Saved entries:
○ ○ ○ ○

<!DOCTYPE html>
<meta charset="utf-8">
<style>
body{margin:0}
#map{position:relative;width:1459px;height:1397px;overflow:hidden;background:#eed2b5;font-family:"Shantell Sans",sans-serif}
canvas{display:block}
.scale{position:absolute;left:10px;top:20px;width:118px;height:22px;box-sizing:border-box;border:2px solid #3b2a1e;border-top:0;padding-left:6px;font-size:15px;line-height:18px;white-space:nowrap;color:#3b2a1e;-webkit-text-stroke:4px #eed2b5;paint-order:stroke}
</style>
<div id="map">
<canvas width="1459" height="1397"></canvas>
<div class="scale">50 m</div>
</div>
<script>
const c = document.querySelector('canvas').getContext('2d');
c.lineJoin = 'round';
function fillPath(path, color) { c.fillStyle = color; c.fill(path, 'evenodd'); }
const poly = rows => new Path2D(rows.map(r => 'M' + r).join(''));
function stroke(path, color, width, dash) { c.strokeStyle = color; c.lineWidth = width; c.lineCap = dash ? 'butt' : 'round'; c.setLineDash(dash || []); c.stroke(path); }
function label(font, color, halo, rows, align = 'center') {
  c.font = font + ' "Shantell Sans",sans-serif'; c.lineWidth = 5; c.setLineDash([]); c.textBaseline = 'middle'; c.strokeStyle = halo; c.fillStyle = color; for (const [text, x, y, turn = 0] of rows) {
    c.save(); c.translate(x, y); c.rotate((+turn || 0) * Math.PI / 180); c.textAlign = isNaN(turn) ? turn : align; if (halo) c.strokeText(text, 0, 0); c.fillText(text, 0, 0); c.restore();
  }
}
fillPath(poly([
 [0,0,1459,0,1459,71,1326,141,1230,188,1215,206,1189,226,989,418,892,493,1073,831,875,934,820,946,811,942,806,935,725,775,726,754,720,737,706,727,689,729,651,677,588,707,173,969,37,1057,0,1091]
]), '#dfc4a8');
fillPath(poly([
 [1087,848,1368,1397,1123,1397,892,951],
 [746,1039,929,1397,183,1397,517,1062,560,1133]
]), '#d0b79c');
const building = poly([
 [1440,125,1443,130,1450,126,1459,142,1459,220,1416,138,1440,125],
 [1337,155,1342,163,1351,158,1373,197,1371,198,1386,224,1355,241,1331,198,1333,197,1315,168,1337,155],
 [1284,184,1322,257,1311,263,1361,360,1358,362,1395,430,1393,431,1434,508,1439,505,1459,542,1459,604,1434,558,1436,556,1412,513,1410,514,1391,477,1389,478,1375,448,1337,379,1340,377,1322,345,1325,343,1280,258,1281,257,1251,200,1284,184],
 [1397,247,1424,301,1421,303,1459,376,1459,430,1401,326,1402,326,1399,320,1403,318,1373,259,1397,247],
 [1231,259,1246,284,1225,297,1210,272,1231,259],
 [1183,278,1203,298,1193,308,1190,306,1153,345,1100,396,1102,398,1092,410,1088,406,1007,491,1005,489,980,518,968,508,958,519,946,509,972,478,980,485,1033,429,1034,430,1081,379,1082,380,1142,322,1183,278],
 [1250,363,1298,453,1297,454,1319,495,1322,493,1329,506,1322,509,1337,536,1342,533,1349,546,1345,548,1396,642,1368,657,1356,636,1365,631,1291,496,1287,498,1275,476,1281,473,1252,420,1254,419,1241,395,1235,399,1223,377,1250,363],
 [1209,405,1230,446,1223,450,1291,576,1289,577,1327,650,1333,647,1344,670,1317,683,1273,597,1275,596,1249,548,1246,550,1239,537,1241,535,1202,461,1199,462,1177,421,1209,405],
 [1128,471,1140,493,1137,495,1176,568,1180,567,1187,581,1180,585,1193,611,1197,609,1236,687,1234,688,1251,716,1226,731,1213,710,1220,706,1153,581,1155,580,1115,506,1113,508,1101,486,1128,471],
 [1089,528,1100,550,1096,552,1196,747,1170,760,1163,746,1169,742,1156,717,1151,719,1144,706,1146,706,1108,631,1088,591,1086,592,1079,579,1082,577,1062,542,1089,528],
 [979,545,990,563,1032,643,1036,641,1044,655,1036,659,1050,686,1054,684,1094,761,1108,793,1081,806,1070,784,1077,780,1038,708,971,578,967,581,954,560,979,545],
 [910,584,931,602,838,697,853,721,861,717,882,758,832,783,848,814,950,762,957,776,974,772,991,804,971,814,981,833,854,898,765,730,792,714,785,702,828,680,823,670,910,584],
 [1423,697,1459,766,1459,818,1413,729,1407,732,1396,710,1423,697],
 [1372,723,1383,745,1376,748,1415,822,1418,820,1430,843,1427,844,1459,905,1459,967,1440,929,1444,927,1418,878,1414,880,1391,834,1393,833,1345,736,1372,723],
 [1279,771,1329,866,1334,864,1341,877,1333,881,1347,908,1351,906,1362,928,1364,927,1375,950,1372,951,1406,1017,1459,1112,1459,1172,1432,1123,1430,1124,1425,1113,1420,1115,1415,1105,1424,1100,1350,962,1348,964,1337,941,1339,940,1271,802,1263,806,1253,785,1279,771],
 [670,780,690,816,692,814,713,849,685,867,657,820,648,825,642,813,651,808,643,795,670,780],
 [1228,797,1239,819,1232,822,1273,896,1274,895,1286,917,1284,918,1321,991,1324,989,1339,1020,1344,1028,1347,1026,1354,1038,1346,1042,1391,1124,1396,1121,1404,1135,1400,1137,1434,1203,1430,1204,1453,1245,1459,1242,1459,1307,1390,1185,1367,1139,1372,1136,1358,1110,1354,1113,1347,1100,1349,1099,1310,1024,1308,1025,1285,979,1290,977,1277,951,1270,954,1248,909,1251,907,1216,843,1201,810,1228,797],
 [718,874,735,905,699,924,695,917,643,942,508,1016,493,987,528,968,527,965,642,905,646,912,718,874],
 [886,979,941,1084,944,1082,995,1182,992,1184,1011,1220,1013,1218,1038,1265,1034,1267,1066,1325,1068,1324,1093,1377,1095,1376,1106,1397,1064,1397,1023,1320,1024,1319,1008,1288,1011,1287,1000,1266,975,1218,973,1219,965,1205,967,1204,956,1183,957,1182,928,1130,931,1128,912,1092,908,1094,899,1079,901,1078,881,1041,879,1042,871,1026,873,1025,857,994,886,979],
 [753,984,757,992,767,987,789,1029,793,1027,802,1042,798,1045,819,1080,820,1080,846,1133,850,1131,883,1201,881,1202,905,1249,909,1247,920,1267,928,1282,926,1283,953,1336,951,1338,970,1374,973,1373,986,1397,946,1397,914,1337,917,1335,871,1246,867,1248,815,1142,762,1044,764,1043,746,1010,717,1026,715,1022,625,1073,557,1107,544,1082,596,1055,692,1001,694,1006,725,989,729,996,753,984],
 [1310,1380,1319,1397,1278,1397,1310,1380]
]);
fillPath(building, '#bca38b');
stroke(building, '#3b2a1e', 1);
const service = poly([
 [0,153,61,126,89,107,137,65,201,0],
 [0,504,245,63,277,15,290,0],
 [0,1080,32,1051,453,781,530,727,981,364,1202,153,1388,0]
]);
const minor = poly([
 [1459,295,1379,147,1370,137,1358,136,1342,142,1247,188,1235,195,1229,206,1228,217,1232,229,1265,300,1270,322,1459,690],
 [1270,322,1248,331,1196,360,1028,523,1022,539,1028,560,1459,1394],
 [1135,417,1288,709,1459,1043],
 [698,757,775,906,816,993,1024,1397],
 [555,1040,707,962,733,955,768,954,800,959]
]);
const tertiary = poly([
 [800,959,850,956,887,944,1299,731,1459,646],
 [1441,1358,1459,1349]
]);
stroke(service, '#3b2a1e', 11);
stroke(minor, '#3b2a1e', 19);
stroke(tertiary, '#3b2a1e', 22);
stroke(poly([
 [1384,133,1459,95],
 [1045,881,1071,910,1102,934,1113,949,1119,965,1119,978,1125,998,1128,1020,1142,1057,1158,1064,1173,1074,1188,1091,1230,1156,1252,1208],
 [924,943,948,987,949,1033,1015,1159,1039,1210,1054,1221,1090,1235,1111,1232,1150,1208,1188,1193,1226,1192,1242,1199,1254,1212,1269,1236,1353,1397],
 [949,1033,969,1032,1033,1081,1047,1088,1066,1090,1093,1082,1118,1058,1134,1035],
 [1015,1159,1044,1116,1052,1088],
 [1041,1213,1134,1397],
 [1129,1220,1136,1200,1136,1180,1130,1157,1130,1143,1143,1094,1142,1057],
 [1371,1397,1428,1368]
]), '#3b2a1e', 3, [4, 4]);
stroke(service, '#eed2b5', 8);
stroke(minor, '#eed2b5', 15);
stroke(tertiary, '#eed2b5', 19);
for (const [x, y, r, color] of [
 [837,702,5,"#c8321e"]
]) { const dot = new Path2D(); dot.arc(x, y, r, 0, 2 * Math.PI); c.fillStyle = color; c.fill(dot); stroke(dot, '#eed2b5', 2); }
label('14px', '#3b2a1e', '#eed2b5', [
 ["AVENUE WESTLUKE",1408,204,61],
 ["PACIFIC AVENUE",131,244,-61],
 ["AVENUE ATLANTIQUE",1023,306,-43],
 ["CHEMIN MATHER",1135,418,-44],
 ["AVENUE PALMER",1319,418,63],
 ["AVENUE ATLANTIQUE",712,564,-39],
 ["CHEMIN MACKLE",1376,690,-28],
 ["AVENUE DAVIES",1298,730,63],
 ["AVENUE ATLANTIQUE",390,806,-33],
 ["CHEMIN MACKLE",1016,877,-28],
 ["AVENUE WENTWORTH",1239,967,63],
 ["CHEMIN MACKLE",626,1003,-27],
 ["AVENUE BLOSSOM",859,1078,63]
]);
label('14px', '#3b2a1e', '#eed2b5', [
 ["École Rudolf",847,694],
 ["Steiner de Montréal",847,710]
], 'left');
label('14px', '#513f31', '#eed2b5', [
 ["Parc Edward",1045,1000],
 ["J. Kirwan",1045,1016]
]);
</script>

○ ○ ○ ○

Above are the records. Copy the lines beginning at the one that has "const poly = rows" and ending with the one that has "[746,1039,929,1397,183,1397,517,1062,560,1133]", unchanged.

## [ANSWER BOX]
const poly = rows => new Path2D(rows.map(r => 'M' + r).join(''));
function stroke(path, color, width, dash) { c.strokeStyle = color; c.lineWidth = width; c.lineCap = dash ? 'butt' : 'round'; c.setLineDash(dash || []); c.stroke(path); }
function label(font, color, halo, rows, align = 'center') {
  c.font = font + ' "Shantell Sans",sans-serif'; c.lineWidth = 5; c.setLineDash([]); c.textBaseline = 'middle'; c.strokeStyle = halo; c.fillStyle = color; for (const [text, x, y, turn = 0] of rows) {
    c.save(); c.translate(x, y); c.rotate((+turn || 0) * Math.PI / 180); c.textAlign = isNaN(turn) ? turn : align; if (halo) c.strokeText(text, 0, 0); c.fillText(text, 0, 0); c.restore();
  }
}
fillPath(poly([
 [0,0,1459,0,1459,71,1326,141,1230,188,1215,206,1189,226,989,418,892,493,1073,831,875,934,820,946,811,942,806,935,725,775,726,754,720,737,706,727,689,729,651,677,588,707,173,969,37,1057,0,1091]
]), '#dfc4a8');
fillPath(poly([
 [1087,848,1368,1397,1123,1397,892,951],
 [746,1039,929,1397,183,1397,517,1062,560,1133]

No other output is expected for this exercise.